In plaats van de tijd te nemen om op zoek te gaan naar de kern van het probleem, neemt men maar al te graag het snelle pad. De nadruk ligt veel te vaak op het snel fixen van problemen. Er wordt niet ingezien dat het herstellen van ontstane problemen achteraf juist veel meer tijd, geld en energie kost.

In het voorbeeld van de gierensterfte in India sprong Elam Pharma maar al te graag in het gat om zieke koeien beter te maken met medicijnen en daar flink veel geld mee te verdienen. Uiteindelijk was de gevolgschade enorm. De inschatting is dat het de Indiase samenleving zo’n 32 miljard euro per jaar heeft gekost.

Pleister op pleister

Bij het oplossen van problemen wordt er vaak opportunistisch en reductionistisch gehandeld zonder de tijd te nemen om goed te onderzoeken wat er daadwerkelijk aan de hand is. We verliezen daarmee het grote geheel volledig uit het oog. De oplossingen die worden bedacht zijn suboptimaal en zorgen op hun beurt vaak juist weer voor nieuwe problemen.

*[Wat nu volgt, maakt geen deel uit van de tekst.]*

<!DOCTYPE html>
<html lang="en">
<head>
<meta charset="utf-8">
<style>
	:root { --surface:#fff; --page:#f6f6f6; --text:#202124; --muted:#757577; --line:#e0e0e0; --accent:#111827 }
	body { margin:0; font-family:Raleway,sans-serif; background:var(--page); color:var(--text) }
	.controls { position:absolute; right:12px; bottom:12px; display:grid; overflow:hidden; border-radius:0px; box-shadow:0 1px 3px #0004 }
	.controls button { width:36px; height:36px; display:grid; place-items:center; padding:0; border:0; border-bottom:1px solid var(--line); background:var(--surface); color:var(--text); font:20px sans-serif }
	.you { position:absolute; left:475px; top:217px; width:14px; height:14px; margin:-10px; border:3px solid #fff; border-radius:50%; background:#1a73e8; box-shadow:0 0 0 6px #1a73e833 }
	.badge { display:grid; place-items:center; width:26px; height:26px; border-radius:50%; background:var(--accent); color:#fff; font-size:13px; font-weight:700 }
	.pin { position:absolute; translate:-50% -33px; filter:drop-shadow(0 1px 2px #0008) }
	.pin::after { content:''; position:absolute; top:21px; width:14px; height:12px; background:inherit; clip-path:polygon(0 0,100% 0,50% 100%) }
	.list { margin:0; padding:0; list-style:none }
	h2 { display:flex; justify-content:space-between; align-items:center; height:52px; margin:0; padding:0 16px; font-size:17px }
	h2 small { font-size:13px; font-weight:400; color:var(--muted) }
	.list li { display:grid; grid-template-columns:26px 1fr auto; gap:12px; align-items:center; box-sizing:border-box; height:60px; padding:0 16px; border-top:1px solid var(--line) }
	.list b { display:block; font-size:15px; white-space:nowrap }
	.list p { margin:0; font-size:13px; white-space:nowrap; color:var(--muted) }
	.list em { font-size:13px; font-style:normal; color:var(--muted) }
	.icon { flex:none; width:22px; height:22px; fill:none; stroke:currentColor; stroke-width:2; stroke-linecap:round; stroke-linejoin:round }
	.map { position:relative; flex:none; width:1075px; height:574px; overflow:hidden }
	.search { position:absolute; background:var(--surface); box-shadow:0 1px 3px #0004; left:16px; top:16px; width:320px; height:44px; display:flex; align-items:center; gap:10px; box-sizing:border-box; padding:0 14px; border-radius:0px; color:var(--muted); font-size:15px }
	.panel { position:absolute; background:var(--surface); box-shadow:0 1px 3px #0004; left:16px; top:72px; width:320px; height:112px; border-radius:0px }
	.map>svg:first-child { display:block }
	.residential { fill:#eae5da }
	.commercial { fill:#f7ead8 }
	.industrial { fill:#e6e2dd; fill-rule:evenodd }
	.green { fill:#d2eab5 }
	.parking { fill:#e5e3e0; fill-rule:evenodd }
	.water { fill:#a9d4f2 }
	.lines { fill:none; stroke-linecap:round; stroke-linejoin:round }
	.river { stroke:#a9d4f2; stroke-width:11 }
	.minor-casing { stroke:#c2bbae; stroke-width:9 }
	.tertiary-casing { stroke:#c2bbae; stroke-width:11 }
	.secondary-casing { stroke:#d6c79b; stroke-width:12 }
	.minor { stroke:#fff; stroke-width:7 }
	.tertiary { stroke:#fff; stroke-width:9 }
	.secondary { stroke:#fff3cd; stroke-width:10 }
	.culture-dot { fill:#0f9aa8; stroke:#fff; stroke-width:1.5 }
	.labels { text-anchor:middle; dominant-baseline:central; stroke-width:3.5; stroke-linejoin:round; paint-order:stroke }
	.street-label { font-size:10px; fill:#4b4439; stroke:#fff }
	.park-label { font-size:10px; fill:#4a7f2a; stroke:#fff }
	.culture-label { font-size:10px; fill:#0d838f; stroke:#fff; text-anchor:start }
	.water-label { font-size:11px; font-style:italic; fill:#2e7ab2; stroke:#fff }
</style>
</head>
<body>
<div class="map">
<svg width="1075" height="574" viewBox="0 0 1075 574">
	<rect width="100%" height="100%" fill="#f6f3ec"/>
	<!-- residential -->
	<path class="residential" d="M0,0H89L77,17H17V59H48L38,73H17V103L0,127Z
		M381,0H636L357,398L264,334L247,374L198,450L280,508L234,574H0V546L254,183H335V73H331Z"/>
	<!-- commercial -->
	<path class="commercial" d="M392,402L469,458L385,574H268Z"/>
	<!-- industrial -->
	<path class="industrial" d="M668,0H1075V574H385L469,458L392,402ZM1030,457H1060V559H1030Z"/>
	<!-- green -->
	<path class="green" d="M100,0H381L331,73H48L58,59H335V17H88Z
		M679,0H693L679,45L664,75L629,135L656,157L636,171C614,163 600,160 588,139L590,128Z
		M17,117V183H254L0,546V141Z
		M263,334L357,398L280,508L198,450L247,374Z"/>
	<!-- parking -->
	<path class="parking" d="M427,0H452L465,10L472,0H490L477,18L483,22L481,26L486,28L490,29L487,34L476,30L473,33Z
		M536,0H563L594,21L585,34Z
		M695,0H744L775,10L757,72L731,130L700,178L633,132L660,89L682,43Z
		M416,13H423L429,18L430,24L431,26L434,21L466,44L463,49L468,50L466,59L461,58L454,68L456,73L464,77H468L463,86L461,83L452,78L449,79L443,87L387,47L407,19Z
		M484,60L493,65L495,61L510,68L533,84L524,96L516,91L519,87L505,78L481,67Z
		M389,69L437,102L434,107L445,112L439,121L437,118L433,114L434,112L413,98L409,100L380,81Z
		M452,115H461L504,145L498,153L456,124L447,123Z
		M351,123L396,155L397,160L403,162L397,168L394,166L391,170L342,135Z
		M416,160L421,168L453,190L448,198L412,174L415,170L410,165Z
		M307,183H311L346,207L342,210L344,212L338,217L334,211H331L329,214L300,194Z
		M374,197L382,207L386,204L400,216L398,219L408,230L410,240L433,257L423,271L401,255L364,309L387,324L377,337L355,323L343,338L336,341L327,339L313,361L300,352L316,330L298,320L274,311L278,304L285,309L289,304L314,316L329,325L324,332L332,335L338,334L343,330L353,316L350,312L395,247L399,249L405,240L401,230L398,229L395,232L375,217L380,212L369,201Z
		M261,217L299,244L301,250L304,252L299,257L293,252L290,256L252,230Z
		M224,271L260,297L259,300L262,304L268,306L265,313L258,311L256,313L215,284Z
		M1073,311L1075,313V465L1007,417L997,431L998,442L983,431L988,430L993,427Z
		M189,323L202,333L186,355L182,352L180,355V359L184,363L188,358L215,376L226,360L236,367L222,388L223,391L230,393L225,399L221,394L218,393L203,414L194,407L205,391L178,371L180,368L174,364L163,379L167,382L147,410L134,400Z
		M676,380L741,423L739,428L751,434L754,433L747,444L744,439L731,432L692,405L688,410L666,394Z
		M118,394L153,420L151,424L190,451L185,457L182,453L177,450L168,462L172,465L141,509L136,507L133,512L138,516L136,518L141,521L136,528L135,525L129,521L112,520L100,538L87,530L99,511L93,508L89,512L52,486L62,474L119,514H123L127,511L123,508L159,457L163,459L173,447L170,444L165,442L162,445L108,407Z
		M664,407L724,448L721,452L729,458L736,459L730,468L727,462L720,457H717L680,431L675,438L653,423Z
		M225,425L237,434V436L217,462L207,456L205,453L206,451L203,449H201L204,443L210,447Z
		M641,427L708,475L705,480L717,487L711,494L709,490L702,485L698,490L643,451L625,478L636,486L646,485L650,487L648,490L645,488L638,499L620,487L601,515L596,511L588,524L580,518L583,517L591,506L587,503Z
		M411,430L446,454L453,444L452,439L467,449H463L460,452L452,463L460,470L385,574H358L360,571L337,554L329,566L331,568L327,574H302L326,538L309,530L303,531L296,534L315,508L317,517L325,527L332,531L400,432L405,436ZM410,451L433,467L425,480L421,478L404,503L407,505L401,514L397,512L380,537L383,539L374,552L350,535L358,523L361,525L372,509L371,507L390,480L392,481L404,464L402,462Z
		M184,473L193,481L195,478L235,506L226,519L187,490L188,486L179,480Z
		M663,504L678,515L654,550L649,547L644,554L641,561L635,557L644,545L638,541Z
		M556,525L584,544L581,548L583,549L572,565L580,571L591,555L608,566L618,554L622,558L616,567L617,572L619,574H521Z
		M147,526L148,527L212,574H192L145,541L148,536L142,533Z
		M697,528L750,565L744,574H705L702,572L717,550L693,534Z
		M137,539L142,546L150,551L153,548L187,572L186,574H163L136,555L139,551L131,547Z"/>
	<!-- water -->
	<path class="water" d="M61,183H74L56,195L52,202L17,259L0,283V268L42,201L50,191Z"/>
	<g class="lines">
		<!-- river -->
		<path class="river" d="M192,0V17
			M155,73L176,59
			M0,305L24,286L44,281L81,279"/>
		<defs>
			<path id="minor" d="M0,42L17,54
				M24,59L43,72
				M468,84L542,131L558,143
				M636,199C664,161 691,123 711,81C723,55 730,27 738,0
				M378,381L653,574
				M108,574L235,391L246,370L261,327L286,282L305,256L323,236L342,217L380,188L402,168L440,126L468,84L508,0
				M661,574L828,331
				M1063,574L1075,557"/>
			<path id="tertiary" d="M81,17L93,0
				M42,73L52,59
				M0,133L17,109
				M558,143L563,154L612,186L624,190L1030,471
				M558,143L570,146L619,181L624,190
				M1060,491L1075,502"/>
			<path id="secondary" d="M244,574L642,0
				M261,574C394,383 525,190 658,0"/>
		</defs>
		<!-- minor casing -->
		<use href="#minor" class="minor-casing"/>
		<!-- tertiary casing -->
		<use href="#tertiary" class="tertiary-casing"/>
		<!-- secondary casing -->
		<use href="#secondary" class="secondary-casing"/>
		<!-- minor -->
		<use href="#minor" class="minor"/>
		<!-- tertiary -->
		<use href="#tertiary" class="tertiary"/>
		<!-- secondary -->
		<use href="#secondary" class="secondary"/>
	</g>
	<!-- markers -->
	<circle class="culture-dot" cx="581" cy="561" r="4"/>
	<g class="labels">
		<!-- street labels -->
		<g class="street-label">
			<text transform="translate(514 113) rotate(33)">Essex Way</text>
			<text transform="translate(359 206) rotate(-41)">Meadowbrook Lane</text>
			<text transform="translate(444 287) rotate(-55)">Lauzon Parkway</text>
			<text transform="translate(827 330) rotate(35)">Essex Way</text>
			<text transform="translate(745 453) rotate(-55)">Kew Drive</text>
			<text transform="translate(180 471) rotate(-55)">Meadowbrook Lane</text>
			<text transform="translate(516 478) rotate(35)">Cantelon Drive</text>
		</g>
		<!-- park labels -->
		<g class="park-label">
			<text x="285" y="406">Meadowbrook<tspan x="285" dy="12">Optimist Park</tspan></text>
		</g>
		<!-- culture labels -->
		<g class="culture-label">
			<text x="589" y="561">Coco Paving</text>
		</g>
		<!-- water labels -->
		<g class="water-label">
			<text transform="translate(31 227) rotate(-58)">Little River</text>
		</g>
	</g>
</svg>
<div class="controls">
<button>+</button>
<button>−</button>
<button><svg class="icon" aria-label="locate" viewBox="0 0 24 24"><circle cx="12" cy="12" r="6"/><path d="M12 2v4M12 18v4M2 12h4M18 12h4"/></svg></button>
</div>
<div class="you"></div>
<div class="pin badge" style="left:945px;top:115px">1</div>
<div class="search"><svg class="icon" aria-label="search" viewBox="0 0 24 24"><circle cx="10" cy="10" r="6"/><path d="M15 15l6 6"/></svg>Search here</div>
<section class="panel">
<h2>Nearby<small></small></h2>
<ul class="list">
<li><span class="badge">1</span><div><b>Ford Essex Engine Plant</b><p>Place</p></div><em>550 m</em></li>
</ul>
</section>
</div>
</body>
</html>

Dit fenomeen van compartimenteren zie je overal terug. Bij de overheid die complexe problemen opknipt en verdeelt over de ministeries waardoor er vervolgens geen logisch en zelfs onuitvoerbaar beleid ontstaat waar geen touw aan vast te knopen is.

Verzuiling en interne concurrentie

In veel organisaties gebeurt precies hetzelfde. Daar werken afdelingen als strategie, innovatie, sustainability, (digitale) transformatie, IT en D&I nauwelijks met elkaar samen, terwijl ze wél veel raakvlakken en uiteindelijk óók hetzelfde doel hebben. Sterker nog, ze concurreren met elkaar om dezelfde resources en vechten daar hard voor om zo hun eigen KPI’s te halen, volledig blind voor het grotere plaatje.

In plaats van met elkaar samen te werken, werken ze elkaar tegen en zijn ze druk bezig om problemen weg te werken die een andere afdeling heeft veroorzaakt. De organisatie wordt er niet beter van en de echte problemen blijven onopgelost.

Bezint eer ge begint

Ren dus niet achter de feiten aan. Het loont vaak om wat langer stil te staan bij het probleem. Want door daar dieper in te graven, komt men tot andere inzichten.

Toen Jerry Sternin van Save the Children jaren geleden de opdracht kreeg om de ondervoeding van Vietnamese kinderen aan te pakken, trok hij de dorpen in om in gesprek te gaan met bewoners en met eigen ogen te zien wat er aan de hand was. Hij ontdekte dat er ook arme gezinnen waren waar de kinderen wel gezond waren.

In plaats van na te denken over hoe hij de logistiek van een enorm voedsel distributieprogramma van de grond zou krijgen, stelde hij zichzelf de vraag: “Hoe kan het dat de kinderen van sommige arme gezinnen wel gezond zijn?”. De inzichten die hij kreeg door hier verder op door te gaan, hielpen hem om een programma op te zetten dat gebruik maakte van lokale voedselbronnen die voorheen niet werden gebruikt waardoor het probleem veel structureler werd opgelost.

In het geval van de gieren in India had de vraag niet moeten zijn “Hoe krijgen we de koeien weer gezond?”, maar “Waarom worden die koeien eigenlijk ziek?”.